Entries taken from a collection

·····

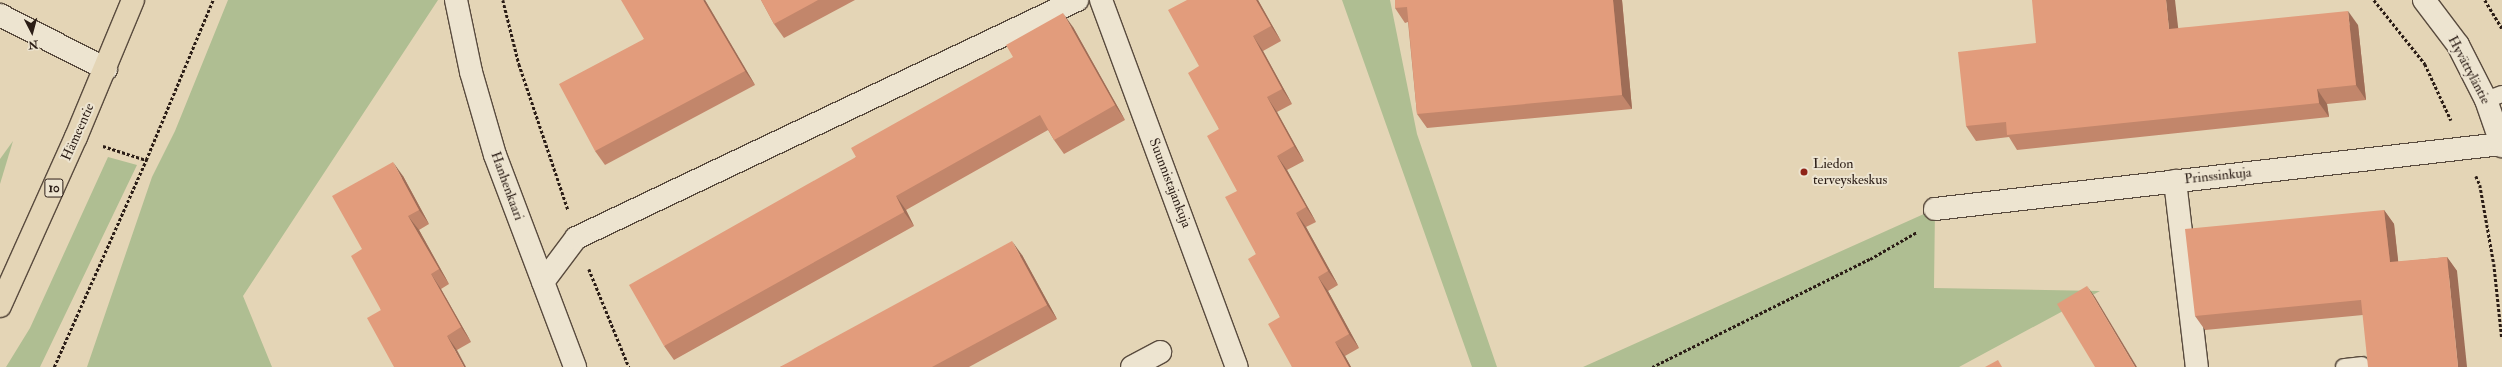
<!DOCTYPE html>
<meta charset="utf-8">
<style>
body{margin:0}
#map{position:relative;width:2502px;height:367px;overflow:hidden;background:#e4d5b6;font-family:"IM FELL Double Pica",serif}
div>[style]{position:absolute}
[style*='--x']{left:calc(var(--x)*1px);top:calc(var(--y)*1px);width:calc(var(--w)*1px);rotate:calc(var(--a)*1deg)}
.green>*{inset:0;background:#afbe92}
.path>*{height:2.5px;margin-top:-1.25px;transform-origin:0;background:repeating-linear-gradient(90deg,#2b1d16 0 3px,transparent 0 5px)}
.roads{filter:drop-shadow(1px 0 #594b3e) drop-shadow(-1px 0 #594b3e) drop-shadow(0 1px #594b3e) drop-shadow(0 -1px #594b3e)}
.service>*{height:16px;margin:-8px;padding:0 8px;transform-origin:8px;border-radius:8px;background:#ede4d0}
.minor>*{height:22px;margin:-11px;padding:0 11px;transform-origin:11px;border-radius:11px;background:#ede4d0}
.tertiary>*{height:22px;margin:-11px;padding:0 11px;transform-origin:11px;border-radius:11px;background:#ede4d0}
.trunk>*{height:22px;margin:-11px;padding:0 11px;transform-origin:11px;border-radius:11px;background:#e4d5b6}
.wall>*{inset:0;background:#c2866b}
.shaded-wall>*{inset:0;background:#9e6d57}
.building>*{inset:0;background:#e29c7c}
.dots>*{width:11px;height:11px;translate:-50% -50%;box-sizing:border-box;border:2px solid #ede4d0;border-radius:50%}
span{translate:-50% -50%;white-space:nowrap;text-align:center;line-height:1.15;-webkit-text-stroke:4px #ede4d0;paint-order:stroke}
.shield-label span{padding:1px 3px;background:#ede4d0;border:1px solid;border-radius:3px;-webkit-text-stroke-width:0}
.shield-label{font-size:13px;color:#2b1d16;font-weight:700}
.street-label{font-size:14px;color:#2b1d16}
.poi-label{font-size:14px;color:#2b1d16}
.left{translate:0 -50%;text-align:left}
.north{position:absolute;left:12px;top:12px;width:40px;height:40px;-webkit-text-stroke:3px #ede4d0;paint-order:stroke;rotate:174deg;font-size:11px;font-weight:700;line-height:16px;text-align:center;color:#2b1d16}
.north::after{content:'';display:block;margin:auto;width:14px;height:18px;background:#2b1d16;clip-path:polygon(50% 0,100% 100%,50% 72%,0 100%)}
</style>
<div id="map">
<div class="green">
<i style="clip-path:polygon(228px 0,438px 0,243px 296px,272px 367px,87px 367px,152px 177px,175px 131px)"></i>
<i style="clip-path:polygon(1342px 0,1390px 0,1417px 134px,1497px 367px,1472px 367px)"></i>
<i style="clip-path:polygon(13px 141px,0 184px,0 159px)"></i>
<i style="clip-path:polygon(108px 157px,137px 165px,40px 367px,6px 367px,30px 328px)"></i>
<i style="clip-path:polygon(1935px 209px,1934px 288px,2100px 291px,1959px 367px,1583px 367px)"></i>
</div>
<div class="path">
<i style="--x:503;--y:0;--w:66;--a:76"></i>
<i style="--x:519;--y:64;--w:154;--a:71.4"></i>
<i style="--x:2374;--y:0;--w:82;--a:51.4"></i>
<i style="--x:2425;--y:64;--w:62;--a:65.1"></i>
<i style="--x:2485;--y:0;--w:33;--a:59"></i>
<i style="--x:103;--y:146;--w:45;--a:18"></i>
<i style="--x:2476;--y:176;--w:10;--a:66"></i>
<i style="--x:2480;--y:185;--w:80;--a:80"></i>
<i style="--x:2494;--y:264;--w:75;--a:83.9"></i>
<i style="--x:589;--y:269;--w:106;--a:67.8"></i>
<i style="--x:54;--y:367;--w:227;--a:-66"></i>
<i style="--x:146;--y:160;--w:173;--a:-67.3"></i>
<i style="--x:1652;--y:367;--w:243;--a:-26.4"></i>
<i style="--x:1870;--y:259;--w:54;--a:-29.9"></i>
</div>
<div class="roads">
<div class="service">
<i style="--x:2486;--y:100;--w:17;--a:-21"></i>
<i style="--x:2344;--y:367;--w:18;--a:-6"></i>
</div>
<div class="minor">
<i style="--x:456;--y:0;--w:74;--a:78.2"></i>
<i style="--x:471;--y:72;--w:86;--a:73.9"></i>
<i style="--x:495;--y:155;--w:227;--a:69.3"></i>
<i style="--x:1101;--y:0;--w:391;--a:69.7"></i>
<i style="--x:2175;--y:181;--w:187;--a:83.3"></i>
<i style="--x:1935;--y:209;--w:570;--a:-6.55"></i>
<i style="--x:543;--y:282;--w:55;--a:-53.1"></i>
<i style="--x:576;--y:238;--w:555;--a:-25.41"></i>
<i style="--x:1132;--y:367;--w:32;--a:-28"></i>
</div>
<div class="tertiary">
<i style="--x:2424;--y:0;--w:56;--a:52.9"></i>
<i style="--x:2458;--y:45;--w:62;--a:63"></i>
<i style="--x:2486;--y:100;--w:49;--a:70.8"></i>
<i style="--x:0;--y:15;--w:119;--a:27"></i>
</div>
<div class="trunk">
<i style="--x:0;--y:306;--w:185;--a:-65.8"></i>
<i style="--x:76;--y:137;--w:148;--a:-67.4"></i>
</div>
</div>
<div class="wall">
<i style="clip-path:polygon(705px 0,755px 85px,605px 165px,595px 151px,644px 39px)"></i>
<i style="clip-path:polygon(761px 0,855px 0,784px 38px,774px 24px)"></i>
<i style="clip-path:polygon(1187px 0,1258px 0,1281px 41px,1263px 51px,1292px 104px,1277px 112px,1304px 161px,1287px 170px,1316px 222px,1306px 227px,1338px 285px,1328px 291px,1359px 348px,1345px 356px,1351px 367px,1292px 367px,1280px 317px,1256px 254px,1219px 129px)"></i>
<i style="clip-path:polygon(1395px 0,1622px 0,1632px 109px,1427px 128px,1417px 114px,1408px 22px,1405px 23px,1395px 8px)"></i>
<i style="clip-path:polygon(2358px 25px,2366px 100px,2327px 104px,2329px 117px,2017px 150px,2009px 137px,1976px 141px,1966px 126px,2178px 28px)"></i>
<i style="clip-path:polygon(1073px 27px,1125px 120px,1064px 154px,1054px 140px,1048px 130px,906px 210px,914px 226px,674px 360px,664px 346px,856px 157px)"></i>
<i style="clip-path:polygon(403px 176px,429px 224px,419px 230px,449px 284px,441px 289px,471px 342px,457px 350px,381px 310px,362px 249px)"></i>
<i style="clip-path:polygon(2384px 210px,2394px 224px,2398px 262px,2447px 257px,2457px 271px,2363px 315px,2205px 330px,2195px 316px)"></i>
<i style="clip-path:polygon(1022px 255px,1057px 319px,969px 367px,780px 367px)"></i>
</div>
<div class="shaded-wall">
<i style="clip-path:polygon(703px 0,705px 0,755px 85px,745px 71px)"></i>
<i style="clip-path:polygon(1256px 0,1258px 0,1281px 41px,1271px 26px)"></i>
<i style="clip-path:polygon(1613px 0,1622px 0,1632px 109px,1622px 95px)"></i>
<i style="clip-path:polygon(2166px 0,2175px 0,2180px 44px,2169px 29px)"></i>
<i style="clip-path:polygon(2348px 11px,2358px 25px,2366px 100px,2356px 85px)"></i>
<i style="clip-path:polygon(1063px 13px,1073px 27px,1125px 120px,1115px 105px)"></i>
<i style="clip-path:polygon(1253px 36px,1263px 51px,1292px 104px,1282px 89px)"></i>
<i style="clip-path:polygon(2317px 89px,2327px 104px,2329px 117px,2319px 103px)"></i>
<i style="clip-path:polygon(1267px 97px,1277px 112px,1304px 161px,1294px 146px)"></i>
<i style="clip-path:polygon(1277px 156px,1287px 170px,1316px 222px,1306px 207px)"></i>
<i style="clip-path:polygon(393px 162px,403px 176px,429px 224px,419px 210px)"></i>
<i style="clip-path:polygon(896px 196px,906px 210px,914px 226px,904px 212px)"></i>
<i style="clip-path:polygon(2384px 210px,2394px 224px,2400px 277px,2390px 262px)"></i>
<i style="clip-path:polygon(1296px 213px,1306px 227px,1338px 285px,1328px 271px)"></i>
<i style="clip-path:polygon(408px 216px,419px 230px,449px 284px,439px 269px)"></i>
<i style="clip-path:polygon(1012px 241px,1022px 255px,1057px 319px,1047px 305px)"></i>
<i style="clip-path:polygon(2447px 257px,2457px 271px,2467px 367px,2458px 367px)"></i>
<i style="clip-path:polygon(431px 274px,441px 289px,471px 342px,461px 327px)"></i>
<i style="clip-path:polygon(1318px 277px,1328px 291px,1359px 348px,1349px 334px)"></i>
<i style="clip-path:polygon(2087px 286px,2095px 297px,2137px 367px,2135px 367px)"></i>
<i style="clip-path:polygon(447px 336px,457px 350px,466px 367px,464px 367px)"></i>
<i style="clip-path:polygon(1335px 342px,1345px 356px,1351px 367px,1349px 367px)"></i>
</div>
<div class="building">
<i style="clip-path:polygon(621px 0,703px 0,745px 71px,595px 151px,559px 84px,644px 39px)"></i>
<i style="clip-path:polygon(761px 0,818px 0,774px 24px)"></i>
<i style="clip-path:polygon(1187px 0,1256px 0,1271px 26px,1253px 36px,1282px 89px,1267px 97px,1294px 146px,1277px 156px,1306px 207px,1296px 213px,1328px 271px,1318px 277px,1349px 334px,1335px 342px,1349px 367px,1292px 367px,1268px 324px,1280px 317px,1248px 259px,1256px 254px,1225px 197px,1237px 191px,1207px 136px,1219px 129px,1188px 73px,1199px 66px,1168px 10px)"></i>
<i style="clip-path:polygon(1395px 0,1613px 0,1622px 95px,1417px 114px,1407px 7px,1395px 8px)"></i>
<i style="clip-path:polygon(2032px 0,2166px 0,2169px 29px,2348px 11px,2356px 85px,2317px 89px,2319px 103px,2007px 135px,2006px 122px,1966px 126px,1958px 52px,2036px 43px)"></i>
<i style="clip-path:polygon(1063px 13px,1115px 105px,1054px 140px,1040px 115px,896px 196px,904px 212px,664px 346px,629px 285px,856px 157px,851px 148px,1013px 57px,1006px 45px)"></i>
<i style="clip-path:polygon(393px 162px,419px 210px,408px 216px,439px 269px,431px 274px,461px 327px,447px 336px,464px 367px,394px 367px,367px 318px,381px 310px,351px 256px,362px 249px,332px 196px)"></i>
<i style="clip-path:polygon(2384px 210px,2390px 262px,2447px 257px,2458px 367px,2368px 367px,2361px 300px,2195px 316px,2185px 229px)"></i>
<i style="clip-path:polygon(1012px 241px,1047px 305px,932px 367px,780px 367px)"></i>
<i style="clip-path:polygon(2087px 286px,2135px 367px,2095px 367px,2057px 304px)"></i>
<i style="clip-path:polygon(1998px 360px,2002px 367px,1985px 367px)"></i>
</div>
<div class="dots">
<i style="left:1804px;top:172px;background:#8f2418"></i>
</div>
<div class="shield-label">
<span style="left:54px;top:188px">10</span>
</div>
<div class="street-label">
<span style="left:2469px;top:70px;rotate:62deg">Hyvättyläntie</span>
<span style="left:78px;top:132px;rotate:-66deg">Hämeentie</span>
<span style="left:2218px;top:176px;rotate:-6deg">Prinssinkuja</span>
<span style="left:1170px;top:183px;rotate:69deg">Suunnistajankuja</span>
<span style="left:507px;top:186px;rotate:70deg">Hanhenkaari</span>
</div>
<div class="poi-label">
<span class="left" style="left:1813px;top:172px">Liedon<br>terveyskeskus</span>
</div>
<div class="north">N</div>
</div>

·····

- What you are asked to do
When a line among the entries contains "shaded", pull that line out.

- Result for this exercise
.shaded-wall>*{inset:0;background:#9e6d57}
<div class="shaded-wall">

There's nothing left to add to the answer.